TASK DETAILS »
Will you transcribe all the entries word for word, skipping the pictures they hold?

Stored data
....
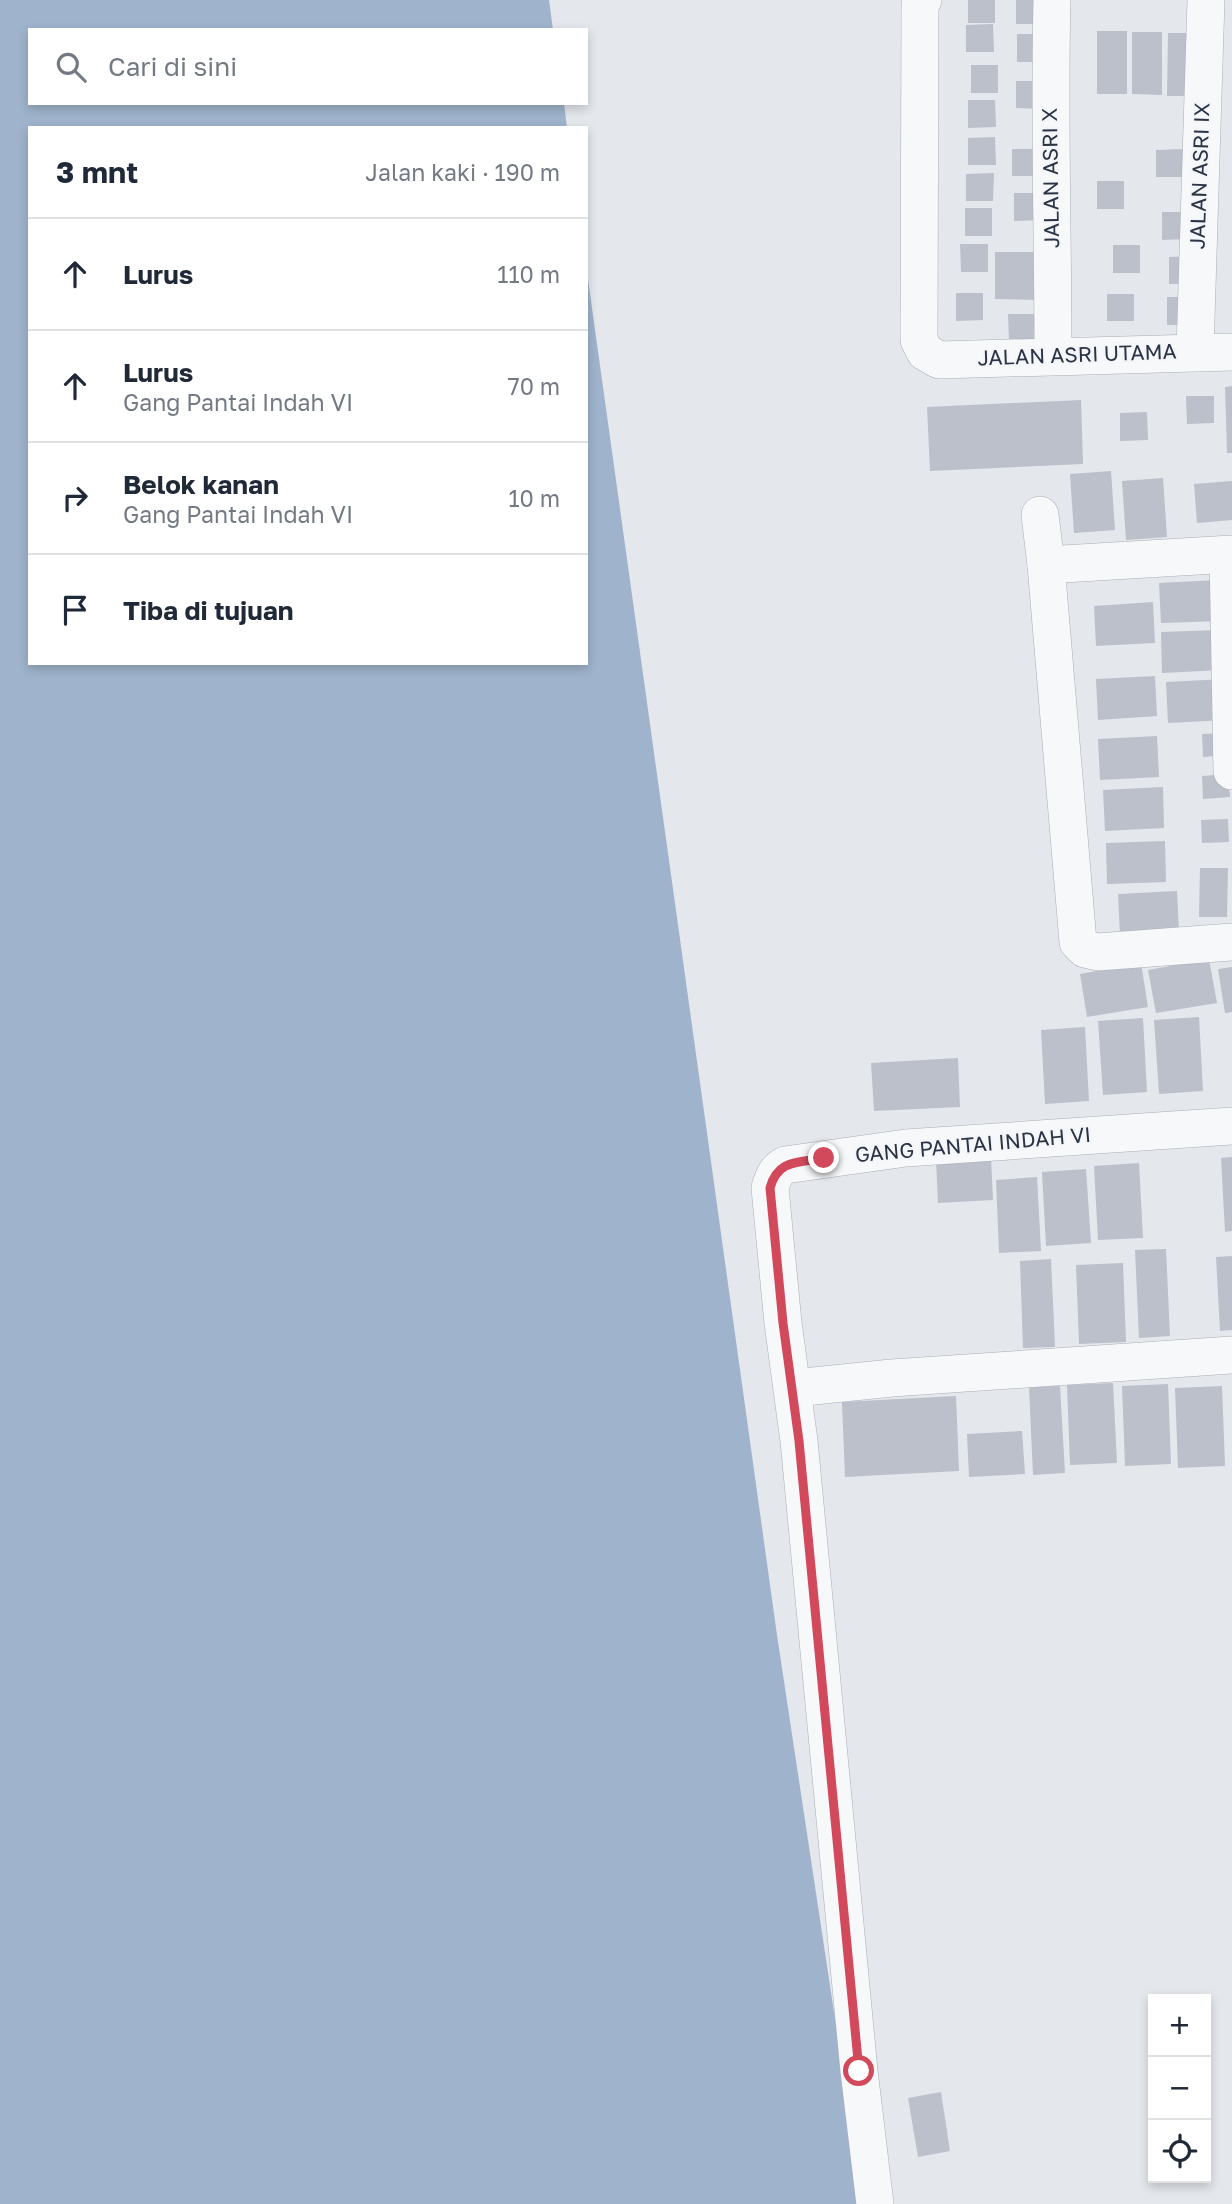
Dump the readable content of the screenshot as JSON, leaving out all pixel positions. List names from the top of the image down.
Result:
{
  "streets": {
    "street": [
      "JALAN ASRI IX",
      "JALAN ASRI X",
      "JALAN ASRI UTAMA",
      "GANG PANTAI INDAH VI"
    ]
  },
  "crossings": [
    ["JALAN ASRI IX", "JALAN ASRI UTAMA"],
    ["JALAN ASRI X", "JALAN ASRI UTAMA"]
  ],
  "page": {
    "search": "Cari di sini",
    "heading": ["3 mnt", "Jalan kaki · 190 m"],
    "list": [
      ["Lurus", "110 m"],
      ["Lurus", "Gang Pantai Indah VI", "70 m"],
      ["Belok kanan", "Gang Pantai Indah VI", "10 m"],
      "Tiba di tujuan"
    ],
    "map_buttons": ["+", "−"]
  }
}
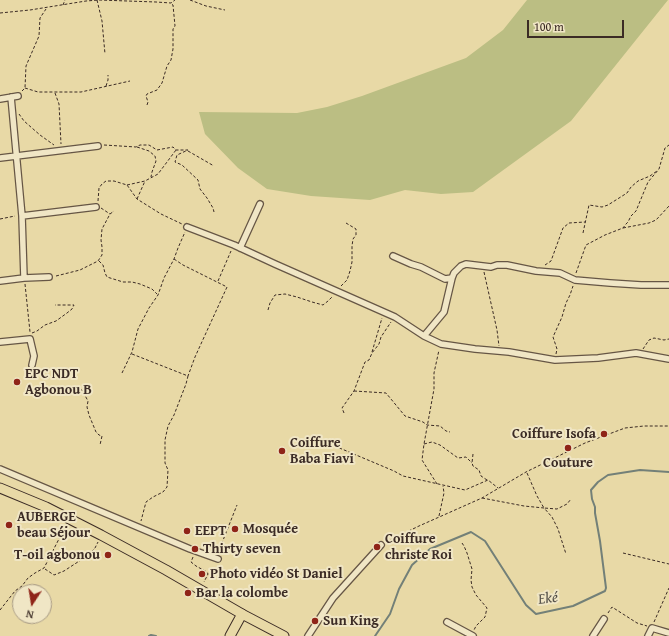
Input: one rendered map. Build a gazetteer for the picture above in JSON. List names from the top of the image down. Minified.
{"water":["Eké"],"places":["EPC NDT Agbonou B","Coiffure Isofa","Couture","Coiffure Baba Fiavi","AUBERGE beau Séjour","Mosquée","EEPT","Coiffure christe Roi","Thirty seven","T-oil agbonou","Photo vidéo St Daniel","Bar la colombe","Sun King"],"scale_bar":"100 m","north":"bottom"}
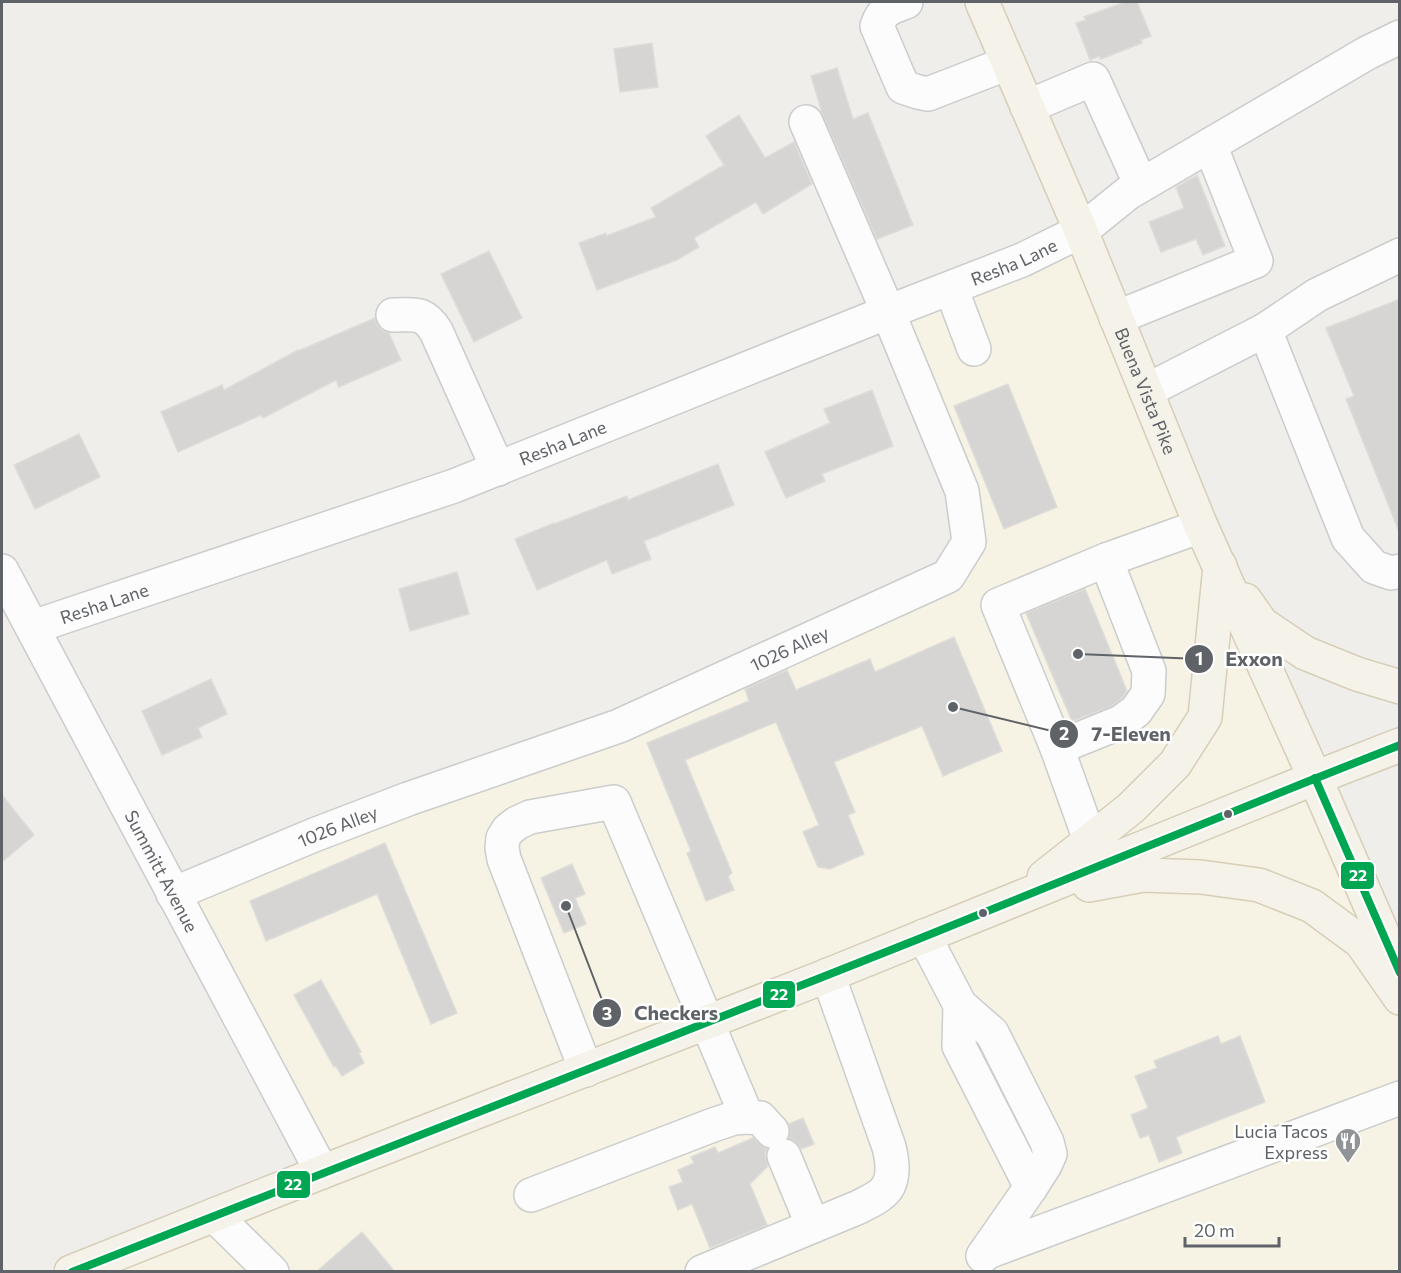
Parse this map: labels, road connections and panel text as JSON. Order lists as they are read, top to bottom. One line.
{"streets":{"main road":["Buena Vista Pike"],"street":["Resha Lane","1026 Alley","Summitt Avenue"]},"crossings":[["Resha Lane","Buena Vista Pike"],["Resha Lane","1026 Alley"],["Resha Lane","Summitt Avenue"],["1026 Alley","Summitt Avenue"]],"places":{"other":["Exxon","7-Eleven","Checkers"],"restaurant":["Lucia Tacos Express"]},"lines":["transit line 22"],"scale_bar":"20 m"}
....
RESULT OF THIS TASK »
Dump the readable content of the screenshot as JSON, leaving out all pixel positions. List names from the top of the image down.
Result:
{
  "streets": {
    "street": [
      "JALAN ASRI IX",
      "JALAN ASRI X",
      "JALAN ASRI UTAMA",
      "GANG PANTAI INDAH VI"
    ]
  },
  "crossings": [
    ["JALAN ASRI IX", "JALAN ASRI UTAMA"],
    ["JALAN ASRI X", "JALAN ASRI UTAMA"]
  ],
  "page": {
    "search": "Cari di sini",
    "heading": ["3 mnt", "Jalan kaki · 190 m"],
    "list": [
      ["Lurus", "110 m"],
      ["Lurus", "Gang Pantai Indah VI", "70 m"],
      ["Belok kanan", "Gang Pantai Indah VI", "10 m"],
      "Tiba di tujuan"
    ],
    "map_buttons": ["+", "−"]
  }
}
Input: one rendered map. Build a gazetteer for the picture above in JSON. List names from the top of the image down. Minified.
{"water":["Eké"],"places":["EPC NDT Agbonou B","Coiffure Isofa","Couture","Coiffure Baba Fiavi","AUBERGE beau Séjour","Mosquée","EEPT","Coiffure christe Roi","Thirty seven","T-oil agbonou","Photo vidéo St Daniel","Bar la colombe","Sun King"],"scale_bar":"100 m","north":"bottom"}
Parse this map: labels, road connections and panel text as JSON. Order lists as they are read, top to bottom. One line.
{"streets":{"main road":["Buena Vista Pike"],"street":["Resha Lane","1026 Alley","Summitt Avenue"]},"crossings":[["Resha Lane","Buena Vista Pike"],["Resha Lane","1026 Alley"],["Resha Lane","Summitt Avenue"],["1026 Alley","Summitt Avenue"]],"places":{"other":["Exxon","7-Eleven","Checkers"],"restaurant":["Lucia Tacos Express"]},"lines":["transit line 22"],"scale_bar":"20 m"}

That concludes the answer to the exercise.